MDMA (Ecstasy, Molly, E, XTC, X) is an empathogenic stimulant that releases the brain’s natural stores of serotonin, dopamine, and norepinephrine, which are neurotransmitters that regulate empathy and arousal. The result is unbridled horniness, intense feelings of empathy (which can lead to beautiful, intimate experiences), and typically some hallucinogenic effects — brighter colors, richer sounds, and a heightened sense of touch.
As I wrote in my slideshow, E/Molly will act as an accelerant (as will most stimulants), meaning that unless you have done a thorough douching and fasted beforehand, the drug will probably make you poop and require you to douche again before anal sex. But many guys don’t consider E a sex drug — it’s a dance floor favorite, and is considered by some to be a psychedelic.
My favorite drugs are the traditional psychedelics: magic mushrooms (psilocybin), acid, and so on. I do mushroom trips on a regular basis. They help with my depression, and they helped me unweave my unhealthy relationship with meth (I credit magic mushrooms with breaking my habit), and I believe they have made me a better person overall. But a psychedelic trip is an extreme experience that can just as easily be horrifying as well as blissful. I’ve had bad trips in which I truly thought I was going to die. You have to take these compounds seriously — and, if you can, have a guide or friend to help you through the powerful experiences they generate.

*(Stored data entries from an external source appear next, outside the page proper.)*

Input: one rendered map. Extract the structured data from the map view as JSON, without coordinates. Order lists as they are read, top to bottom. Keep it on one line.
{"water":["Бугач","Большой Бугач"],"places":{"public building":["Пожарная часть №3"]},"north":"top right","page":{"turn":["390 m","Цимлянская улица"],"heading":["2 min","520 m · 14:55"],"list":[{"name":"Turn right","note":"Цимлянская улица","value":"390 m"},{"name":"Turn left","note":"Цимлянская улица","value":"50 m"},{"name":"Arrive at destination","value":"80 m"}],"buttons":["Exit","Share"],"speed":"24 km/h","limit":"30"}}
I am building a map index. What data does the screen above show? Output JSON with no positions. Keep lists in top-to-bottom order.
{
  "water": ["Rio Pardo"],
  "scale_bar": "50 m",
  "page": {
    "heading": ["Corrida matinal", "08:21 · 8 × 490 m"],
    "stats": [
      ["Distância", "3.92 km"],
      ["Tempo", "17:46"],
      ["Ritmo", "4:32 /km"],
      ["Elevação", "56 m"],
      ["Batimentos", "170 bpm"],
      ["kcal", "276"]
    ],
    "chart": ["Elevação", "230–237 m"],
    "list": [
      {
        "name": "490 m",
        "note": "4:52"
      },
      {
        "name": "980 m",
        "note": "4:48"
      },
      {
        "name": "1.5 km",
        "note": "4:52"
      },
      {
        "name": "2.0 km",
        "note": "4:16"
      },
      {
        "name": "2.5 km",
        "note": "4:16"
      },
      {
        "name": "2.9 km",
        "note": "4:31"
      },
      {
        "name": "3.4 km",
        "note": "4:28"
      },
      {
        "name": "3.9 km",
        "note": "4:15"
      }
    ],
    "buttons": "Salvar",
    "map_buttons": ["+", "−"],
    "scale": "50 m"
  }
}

I cannot go into all the harm-reduction strategies necessary for a good psychedelic trip, so I’ll encourage you to read the book How to Change Your Mind by Michael Pollan. There are countless websites and online communities dedicated to safe use and positive promotion of psychedelics that are worth exploring if you want to make them part of your life. Psychedelics are pretty harmless — you cannot overdose on them or develop an addiction to them — and some world cultures have considered them medicine for thousands of years. They can really help, but they are intense experiences that can (and do) occasionally send users on bad trips. Use caution.
Final bit: Harm reduction saves lives. Since people are going to do drugs no matter what anyone says, we can do away with the myth that telling people the dangers of certain drugs will decrease their use. But you can take steps to keep yourself — and your friends — safe. Drink plenty of water — even set reminders on your phone to hydrate. Always have an “exit strategy” — a way to safely leave wherever you are and get home, a person you can call, whatever. And enjoy drugs with friends — don’t use drugs alone.

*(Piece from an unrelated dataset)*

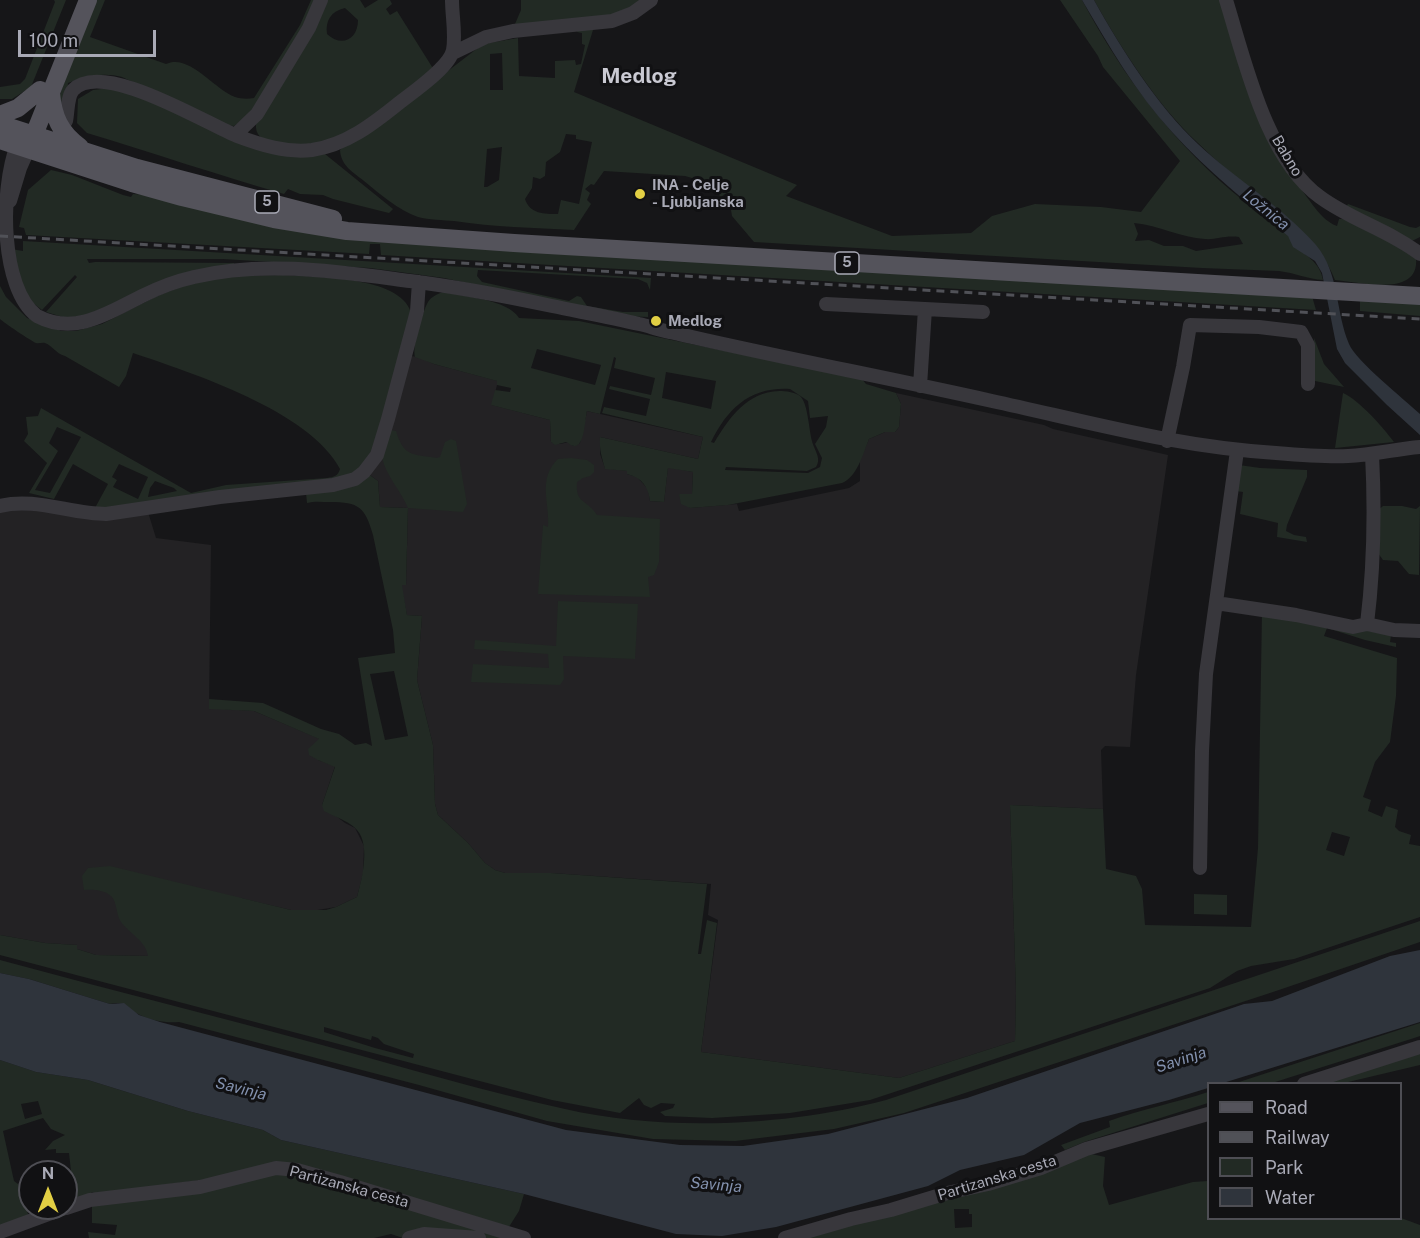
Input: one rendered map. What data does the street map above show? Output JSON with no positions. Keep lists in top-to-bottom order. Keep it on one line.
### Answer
{"streets":{"main road":["5"],"street":["Babno","Partizanska cesta"]},"districts":["Medlog"],"water":["Ložnica","Savinja"],"places":["INA - Celje - Ljubljanska","Medlog"],"legend":["Road","Railway","Park","Water"],"scale_bar":"100 m","north":"top"}
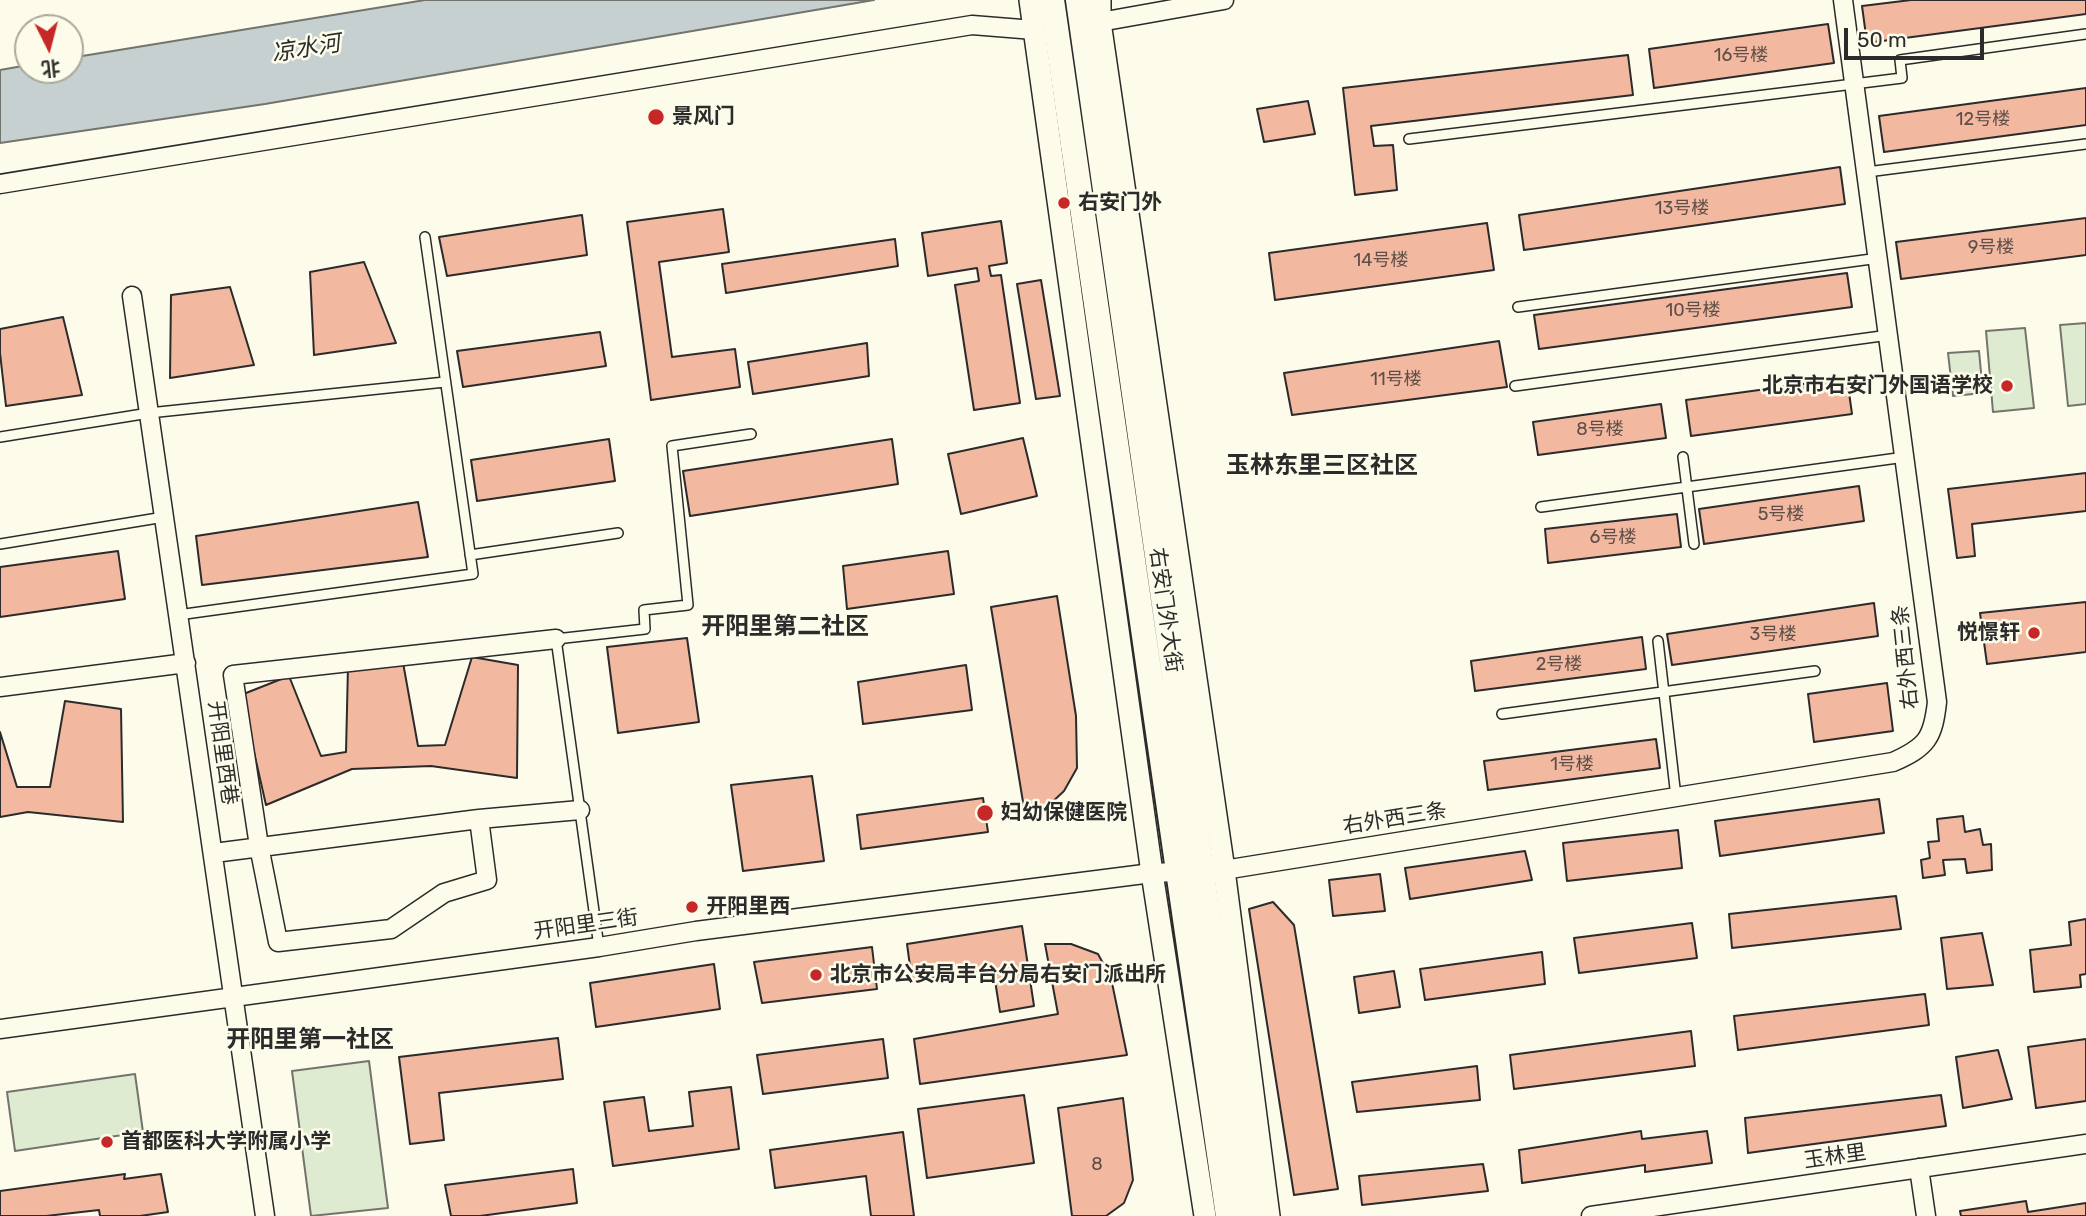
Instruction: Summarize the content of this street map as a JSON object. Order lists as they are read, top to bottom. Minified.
{"streets":{"main road":["右安门外大街"],"street":["右外西三条","开阳里西巷","开阳里三街","玉林里"]},"crossings":[["右安门外大街","右外西三条"],["右安门外大街","开阳里三街"],["右外西三条","开阳里三街"],["开阳里西巷","开阳里三街"]],"districts":["玉林东里三区社区","开阳里第二社区","开阳里第一社区"],"water":["凉水河"],"places":["景风门","右安门外","北京市右安门外国语学校","悦憬轩","妇幼保健医院","开阳里西","北京市公安局丰台分局右安门派出所","首都医科大学附属小学"],"house_numbers":["16号楼","12号楼","13号楼","9号楼","14号楼","10号楼","11号楼","8号楼","5号楼","6号楼","3号楼","2号楼","1号楼","8"],"scale_bar":"50 m","north":"bottom"}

Most importantly: Test your drugs! Street meth often contains fentanyl, which is deadly and results in hundreds of deaths across the United States every year. You can probably find testing kits at your local LGBTQ center or order them online.
If you see someone who looks like they might have done too much — if they’re dizzy, falling out, incoherent, pale, or look like they might pass out — you may need to call 911 or find someone working the event and tell them this person needs help immediately. People overdose at parties all the time. You can save a life.
It takes no time to check on someone. And if you don’t like drugs, keep your opinions to yourself, because shaming their usage is not helpful — getting your friends home safely is.